Each record that follows should be reproduced in full, character for character.
══ TASK INPUTS
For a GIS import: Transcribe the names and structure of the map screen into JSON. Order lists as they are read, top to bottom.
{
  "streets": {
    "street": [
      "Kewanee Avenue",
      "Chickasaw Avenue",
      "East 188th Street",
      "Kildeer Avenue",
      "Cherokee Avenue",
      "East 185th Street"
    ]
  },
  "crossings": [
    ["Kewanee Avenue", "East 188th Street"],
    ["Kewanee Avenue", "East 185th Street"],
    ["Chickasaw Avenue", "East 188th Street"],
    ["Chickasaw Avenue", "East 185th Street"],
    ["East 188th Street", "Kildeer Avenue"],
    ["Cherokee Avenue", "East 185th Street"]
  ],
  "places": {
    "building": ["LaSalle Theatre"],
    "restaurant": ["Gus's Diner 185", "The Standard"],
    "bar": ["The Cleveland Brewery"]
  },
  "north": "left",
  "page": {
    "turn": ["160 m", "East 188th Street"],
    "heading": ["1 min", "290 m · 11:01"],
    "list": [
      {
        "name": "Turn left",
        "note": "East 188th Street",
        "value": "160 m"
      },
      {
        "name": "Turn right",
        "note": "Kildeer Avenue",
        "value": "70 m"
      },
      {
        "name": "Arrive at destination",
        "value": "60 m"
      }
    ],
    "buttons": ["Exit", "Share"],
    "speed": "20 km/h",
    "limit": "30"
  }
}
════
● **TASK ANSWER**
For a GIS import: Transcribe the names and structure of the map screen into JSON. Order lists as they are read, top to bottom.
{
  "streets": {
    "street": [
      "Kewanee Avenue",
      "Chickasaw Avenue",
      "East 188th Street",
      "Kildeer Avenue",
      "Cherokee Avenue",
      "East 185th Street"
    ]
  },
  "crossings": [
    ["Kewanee Avenue", "East 188th Street"],
    ["Kewanee Avenue", "East 185th Street"],
    ["Chickasaw Avenue", "East 188th Street"],
    ["Chickasaw Avenue", "East 185th Street"],
    ["East 188th Street", "Kildeer Avenue"],
    ["Cherokee Avenue", "East 185th Street"]
  ],
  "places": {
    "building": ["LaSalle Theatre"],
    "restaurant": ["Gus's Diner 185", "The Standard"],
    "bar": ["The Cleveland Brewery"]
  },
  "north": "left",
  "page": {
    "turn": ["160 m", "East 188th Street"],
    "heading": ["1 min", "290 m · 11:01"],
    "list": [
      {
        "name": "Turn left",
        "note": "East 188th Street",
        "value": "160 m"
      },
      {
        "name": "Turn right",
        "note": "Kildeer Avenue",
        "value": "70 m"
      },
      {
        "name": "Arrive at destination",
        "value": "60 m"
      }
    ],
    "buttons": ["Exit", "Share"],
    "speed": "20 km/h",
    "limit": "30"
  }
}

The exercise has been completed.